─── RECORDS SHOWN ───
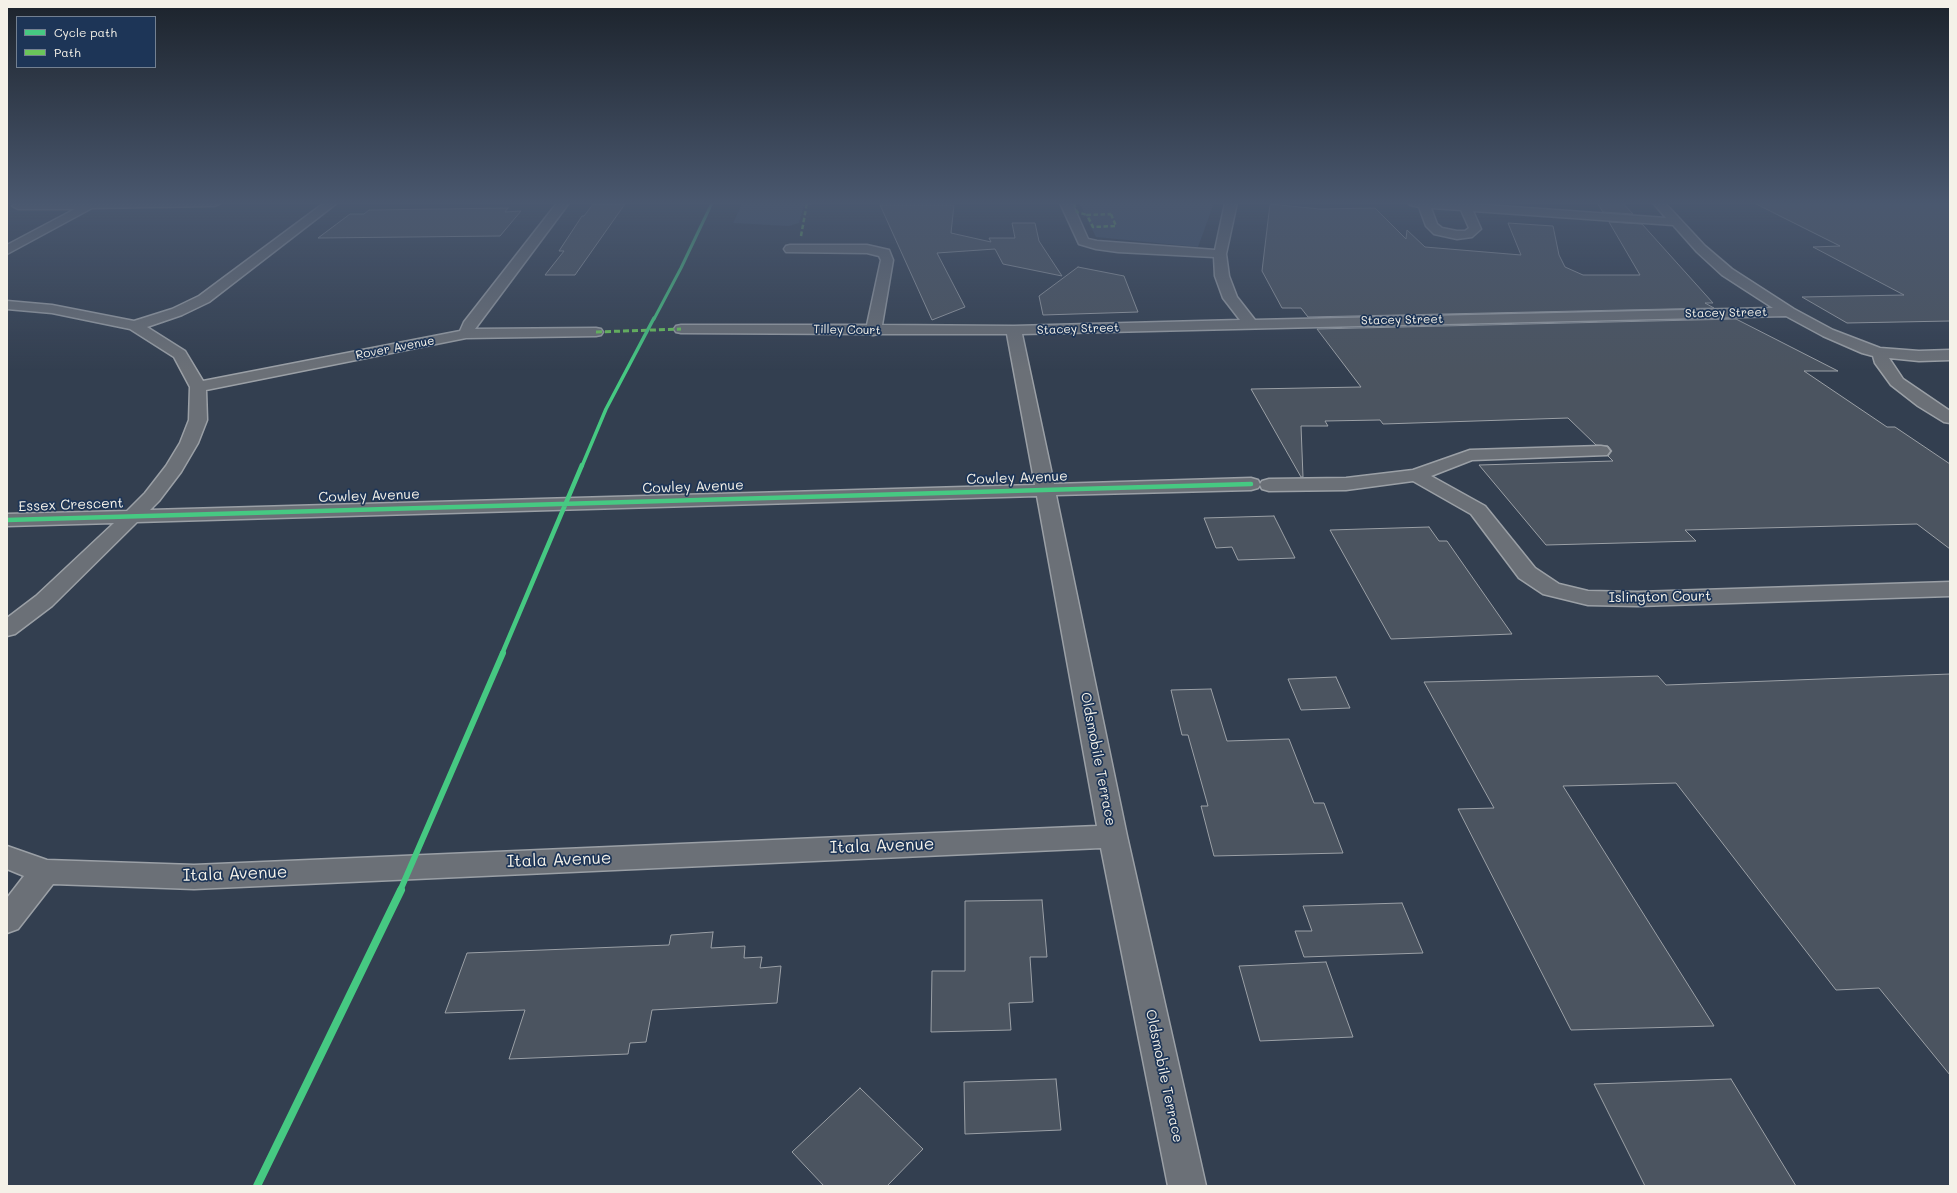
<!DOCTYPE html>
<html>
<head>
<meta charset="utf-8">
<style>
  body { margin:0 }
  #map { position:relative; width:1957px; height:1193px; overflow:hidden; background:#333f50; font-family:Mali,sans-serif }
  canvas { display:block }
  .frame { position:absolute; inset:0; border:8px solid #f4f1e8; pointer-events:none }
  .legend { position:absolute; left:16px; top:16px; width:140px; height:52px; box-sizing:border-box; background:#1d3557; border:1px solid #738091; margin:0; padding:5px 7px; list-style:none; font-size:12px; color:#f4f1e8 }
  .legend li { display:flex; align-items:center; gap:8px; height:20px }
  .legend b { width:20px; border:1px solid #738091 }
</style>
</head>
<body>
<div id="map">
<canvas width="1957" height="1193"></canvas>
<div class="frame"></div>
<ul class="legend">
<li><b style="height:5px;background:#46c982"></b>Cycle path</li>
<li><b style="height:5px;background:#6ac65a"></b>Path</li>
</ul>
</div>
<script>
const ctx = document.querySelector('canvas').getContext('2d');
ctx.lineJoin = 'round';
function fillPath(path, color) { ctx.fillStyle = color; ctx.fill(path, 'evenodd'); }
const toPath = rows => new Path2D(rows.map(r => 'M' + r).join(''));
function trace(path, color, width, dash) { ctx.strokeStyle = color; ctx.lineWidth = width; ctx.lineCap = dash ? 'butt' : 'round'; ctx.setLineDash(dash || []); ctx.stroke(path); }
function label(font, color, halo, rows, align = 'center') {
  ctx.font = font + ' Mali,sans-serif'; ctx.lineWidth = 3.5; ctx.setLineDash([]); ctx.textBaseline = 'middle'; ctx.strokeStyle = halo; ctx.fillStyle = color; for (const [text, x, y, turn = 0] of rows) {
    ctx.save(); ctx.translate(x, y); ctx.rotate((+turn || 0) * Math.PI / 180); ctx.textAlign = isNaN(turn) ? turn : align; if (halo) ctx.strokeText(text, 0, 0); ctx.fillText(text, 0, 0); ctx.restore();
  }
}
const green = toPath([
  [742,203,819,203,804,206,799,223,789,226,733,223],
  [1079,203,1214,203,1198,247,1096,237]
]);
const building = toPath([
  [1597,203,1623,203,1633,214,1603,212,1597,203],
  [1754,203,1950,203,1950,321,1847,323,1802,297,1904,295,1813,247,1840,246,1754,203],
  [593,204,625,204,575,275,545,275,564,251,559,251,582,216,584,216,593,204],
  [1270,204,1320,209,1375,208,1406,239,1407,230,1425,247,1521,255,1508,223,1553,226,1559,255,1565,267,1583,275,1640,275,1609,222,1642,224,1713,303,1705,303,1714,308,1308,317,1301,308,1282,308,1262,271,1270,204],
  [880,205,954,205,951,233,991,242,989,238,1015,238,1012,223,1035,223,1039,241,1062,276,1003,264,995,249,937,253,965,307,932,320,880,205],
  [508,208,505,212,521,211,500,236,318,238,350,214,364,214,369,210,508,208],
  [1078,267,1124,276,1138,312,1043,315,1039,296,1078,267],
  [1736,319,1838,371,1804,371,1887,427,1895,427,1950,464,1950,549,1917,524,1685,530,1696,541,1546,545,1479,465,1613,461,1608,456,1612,451,1608,446,1596,445,1568,418,1383,424,1380,420,1325,421,1328,426,1301,426,1303,477,1301,477,1251,389,1361,387,1317,329,1736,319],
  [1274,516,1295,558,1238,560,1232,547,1216,548,1204,518,1274,516],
  [1429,527,1439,541,1447,541,1512,634,1391,639,1330,530,1429,527],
  [1950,674,1950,1075,1879,988,1836,990,1676,783,1563,786,1714,1026,1571,1030,1458,809,1494,808,1424,682,1658,676,1666,685,1950,674],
  [1336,677,1350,708,1301,710,1288,679,1336,677],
  [1211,689,1227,741,1289,739,1314,803,1324,803,1343,853,1214,856,1201,806,1208,806,1188,735,1182,735,1171,690,1211,689],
  [1042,900,1047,957,1030,957,1033,1002,1009,1003,1011,1030,931,1032,932,971,965,971,965,901,1042,900],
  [1402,903,1423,953,1304,957,1295,931,1312,931,1303,906,1402,903],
  [713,932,711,948,745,946,744,958,762,957,760,968,781,966,777,1003,652,1010,646,1042,630,1043,628,1054,509,1059,525,1010,445,1013,467,953,669,945,671,935,713,932],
  [1326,962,1353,1037,1260,1041,1239,966,1326,962],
  [1056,1079,1061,1130,965,1134,964,1082,1056,1079],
  [1731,1079,1796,1186,1645,1186,1594,1084,1731,1079],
  [860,1088,923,1149,887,1186,824,1186,792,1152,860,1088]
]);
const minor = toPath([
  [17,203,221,203,215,206,92,208,7,254,7,245,75,209,18,209,12,206,17,203],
  [324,203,337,203,209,302,182,315,147,327,185,351,203,381,460,331,464,322,557,203,569,203,475,329,596,328,601,329,603,332,601,335,596,336,466,338,206,390,207,420,198,443,181,472,159,501,150,510,1035,485,1007,334,878,334,873,335,868,334,681,333,676,332,674,329,676,326,681,325,867,325,881,260,879,256,867,253,786,252,784,249,786,246,790,245,867,245,889,250,893,260,882,325,1014,326,1240,320,1223,298,1215,276,1214,257,1118,252,1096,249,1079,244,1060,203,1072,203,1088,239,1097,241,1215,250,1225,203,1237,203,1226,254,1229,276,1237,297,1255,320,1773,308,1722,275,1697,252,1673,225,1473,211,1481,229,1472,237,1457,239,1434,234,1426,226,1419,207,1410,205,1408,203,1459,203,1666,218,1653,203,1665,203,1705,246,1732,269,1794,309,1833,330,1880,348,1919,351,1950,350,1950,360,1919,361,1889,358,1903,379,1950,411,1950,423,1944,422,1918,406,1891,385,1875,363,1873,356,1862,353,1823,336,1786,316,1022,334,1054,484,1251,478,1258,480,1260,484,1262,481,1269,479,1346,478,1413,470,1470,450,1601,446,1607,447,1610,451,1607,455,1472,460,1431,476,1485,506,1535,568,1559,584,1588,591,1638,592,1950,582,1950,596,1638,606,1588,605,1543,594,1519,578,1471,514,1413,481,1346,490,1269,491,1262,489,1260,485,1258,488,1251,490,1056,495,1127,836,1206,1186,1168,1186,1101,848,194,889,53,884,18,929,7,933,7,898,24,876,7,869,7,846,47,860,194,865,1097,826,1037,496,137,522,52,606,15,634,7,636,7,618,36,596,114,523,7,526,7,514,127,511,145,493,166,466,180,443,189,420,190,387,174,357,130,329,52,313,7,309,7,301,52,305,134,321,172,309,199,296,324,203],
  [1431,208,1461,210,1469,228,1465,231,1457,231,1442,228,1437,224,1431,208]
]);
const quietFar1 = toPath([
  [1074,203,1077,212,1087,215],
  [1111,214,1116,226,1093,227,1087,215,1111,214],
  [801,236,807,203]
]);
const quiet = toPath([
  [596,332,681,329]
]);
const cyclewayFar4 = toPath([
  [654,319,681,268,712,203]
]);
const cyclewayFar3 = toPath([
  [582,466,606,409,654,318]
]);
const cyclewayFar2 = toPath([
  [7,520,1251,484],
  [502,654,582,465]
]);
const cyclewayFar1 = toPath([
  [400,891,503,653]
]);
const cycleway = toPath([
  [257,1186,401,890]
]);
const farStreetnames = [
  ["Stacey Street",1726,313,-1],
  ["Stacey Street",1402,320,-1],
  ["Stacey Street",1078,329,-2],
  ["Tilley Court",847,330,1],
  ["Rover Avenue",395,348,-11]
];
const streetNames = [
  ["Cowley Avenue",1017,478,-2],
  ["Cowley Avenue",693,487,-2],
  ["Cowley Avenue",369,496,-2],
  ["Essex Crescent",71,505,-2],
  ["Islington Court",1660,597,-1],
  ["Oldsmobile Terrace",1098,759,79],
  ["Oldsmobile Terrace",1164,1076,78]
];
const nearStreetnames = [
  ["Itala Avenue",882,846,-2],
  ["Itala Avenue",559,860,-2],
  ["Itala Avenue",235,874,-2]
];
fillPath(green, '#3e516b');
fillPath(building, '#4b5460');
trace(building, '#9ba0a6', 1);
trace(minor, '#9ba0a6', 3);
fillPath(minor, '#6b7077');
trace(quietFar1, '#6ac65a', 2.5, [4.5, 2.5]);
trace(quiet, '#6ac65a', 3, [6, 3]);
trace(cyclewayFar4, '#46c982', 3);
trace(cyclewayFar3, '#46c982', 3.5);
trace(cyclewayFar2, '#46c982', 4.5);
trace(cyclewayFar1, '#46c982', 6);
trace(cycleway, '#46c982', 8);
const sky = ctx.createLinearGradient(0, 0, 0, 370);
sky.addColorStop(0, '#1c232c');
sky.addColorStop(0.55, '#4a586f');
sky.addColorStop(1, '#4a586f00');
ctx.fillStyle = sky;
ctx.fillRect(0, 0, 1957, 370);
label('12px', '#f4f1e8', '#1d3557', farStreetnames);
label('14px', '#f4f1e8', '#1d3557', streetNames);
label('17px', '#f4f1e8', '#1d3557', nearStreetnames);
</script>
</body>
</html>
───
AIM OF THE EXERCISE - Look at the listing and set down only the lines from its start through the line with "function fillPath(path, color)", word for word and without pictures.

WRITTEN RESPONSE -
<!DOCTYPE html>
<html>
<head>
<meta charset="utf-8">
<style>
  body { margin:0 }
  #map { position:relative; width:1957px; height:1193px; overflow:hidden; background:#333f50; font-family:Mali,sans-serif }
  canvas { display:block }
  .frame { position:absolute; inset:0; border:8px solid #f4f1e8; pointer-events:none }
  .legend { position:absolute; left:16px; top:16px; width:140px; height:52px; box-sizing:border-box; background:#1d3557; border:1px solid #738091; margin:0; padding:5px 7px; list-style:none; font-size:12px; color:#f4f1e8 }
  .legend li { display:flex; align-items:center; gap:8px; height:20px }
  .legend b { width:20px; border:1px solid #738091 }
</style>
</head>
<body>
<div id="map">
<canvas width="1957" height="1193"></canvas>
<div class="frame"></div>
<ul class="legend">
<li><b style="height:5px;background:#46c982"></b>Cycle path</li>
<li><b style="height:5px;background:#6ac65a"></b>Path</li>
</ul>
</div>
<script>
const ctx = document.querySelector('canvas').getContext('2d');
ctx.lineJoin = 'round';
function fillPath(path, color) { ctx.fillStyle = color; ctx.fill(path, 'evenodd'); }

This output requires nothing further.